(TASK INPUTS Opens)
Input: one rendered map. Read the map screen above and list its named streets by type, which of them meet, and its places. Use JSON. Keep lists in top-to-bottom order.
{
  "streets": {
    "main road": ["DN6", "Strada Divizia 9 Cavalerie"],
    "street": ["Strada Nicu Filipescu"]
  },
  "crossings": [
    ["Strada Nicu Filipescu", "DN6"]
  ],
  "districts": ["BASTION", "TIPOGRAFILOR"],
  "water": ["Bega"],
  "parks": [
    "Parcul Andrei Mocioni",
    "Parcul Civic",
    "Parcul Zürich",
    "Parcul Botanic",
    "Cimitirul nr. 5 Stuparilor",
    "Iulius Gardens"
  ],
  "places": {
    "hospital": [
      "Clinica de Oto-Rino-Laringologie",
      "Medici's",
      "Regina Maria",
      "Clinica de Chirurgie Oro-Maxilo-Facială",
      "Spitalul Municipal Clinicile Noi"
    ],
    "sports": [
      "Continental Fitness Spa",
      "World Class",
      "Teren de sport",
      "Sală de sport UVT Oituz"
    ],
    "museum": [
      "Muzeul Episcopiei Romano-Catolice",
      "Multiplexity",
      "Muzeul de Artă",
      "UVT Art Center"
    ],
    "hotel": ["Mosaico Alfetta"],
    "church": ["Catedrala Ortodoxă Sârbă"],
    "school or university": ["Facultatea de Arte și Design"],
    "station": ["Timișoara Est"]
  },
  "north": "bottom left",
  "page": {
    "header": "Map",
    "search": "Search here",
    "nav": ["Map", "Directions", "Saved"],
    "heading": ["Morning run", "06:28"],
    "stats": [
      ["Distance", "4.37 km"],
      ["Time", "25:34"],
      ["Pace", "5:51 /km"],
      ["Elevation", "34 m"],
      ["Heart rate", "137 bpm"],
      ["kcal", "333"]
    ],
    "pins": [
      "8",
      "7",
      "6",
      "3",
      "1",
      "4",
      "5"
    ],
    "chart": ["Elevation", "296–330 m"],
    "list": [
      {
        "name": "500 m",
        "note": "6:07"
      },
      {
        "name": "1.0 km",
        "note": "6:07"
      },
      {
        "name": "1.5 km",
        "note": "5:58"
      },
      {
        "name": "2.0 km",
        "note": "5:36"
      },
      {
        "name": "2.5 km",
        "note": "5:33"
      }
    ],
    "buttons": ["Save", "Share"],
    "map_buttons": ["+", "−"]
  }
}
(TASK INPUTS Closes)
**YOUR TASK**
When you answer, retype all of the material exactly as it appears above.

**RESULT**
Input: one rendered map. Read the map screen above and list its named streets by type, which of them meet, and its places. Use JSON. Keep lists in top-to-bottom order.
{
  "streets": {
    "main road": ["DN6", "Strada Divizia 9 Cavalerie"],
    "street": ["Strada Nicu Filipescu"]
  },
  "crossings": [
    ["Strada Nicu Filipescu", "DN6"]
  ],
  "districts": ["BASTION", "TIPOGRAFILOR"],
  "water": ["Bega"],
  "parks": [
    "Parcul Andrei Mocioni",
    "Parcul Civic",
    "Parcul Zürich",
    "Parcul Botanic",
    "Cimitirul nr. 5 Stuparilor",
    "Iulius Gardens"
  ],
  "places": {
    "hospital": [
      "Clinica de Oto-Rino-Laringologie",
      "Medici's",
      "Regina Maria",
      "Clinica de Chirurgie Oro-Maxilo-Facială",
      "Spitalul Municipal Clinicile Noi"
    ],
    "sports": [
      "Continental Fitness Spa",
      "World Class",
      "Teren de sport",
      "Sală de sport UVT Oituz"
    ],
    "museum": [
      "Muzeul Episcopiei Romano-Catolice",
      "Multiplexity",
      "Muzeul de Artă",
      "UVT Art Center"
    ],
    "hotel": ["Mosaico Alfetta"],
    "church": ["Catedrala Ortodoxă Sârbă"],
    "school or university": ["Facultatea de Arte și Design"],
    "station": ["Timișoara Est"]
  },
  "north": "bottom left",
  "page": {
    "header": "Map",
    "search": "Search here",
    "nav": ["Map", "Directions", "Saved"],
    "heading": ["Morning run", "06:28"],
    "stats": [
      ["Distance", "4.37 km"],
      ["Time", "25:34"],
      ["Pace", "5:51 /km"],
      ["Elevation", "34 m"],
      ["Heart rate", "137 bpm"],
      ["kcal", "333"]
    ],
    "pins": [
      "8",
      "7",
      "6",
      "3",
      "1",
      "4",
      "5"
    ],
    "chart": ["Elevation", "296–330 m"],
    "list": [
      {
        "name": "500 m",
        "note": "6:07"
      },
      {
        "name": "1.0 km",
        "note": "6:07"
      },
      {
        "name": "1.5 km",
        "note": "5:58"
      },
      {
        "name": "2.0 km",
        "note": "5:36"
      },
      {
        "name": "2.5 km",
        "note": "5:33"
      }
    ],
    "buttons": ["Save", "Share"],
    "map_buttons": ["+", "−"]
  }
}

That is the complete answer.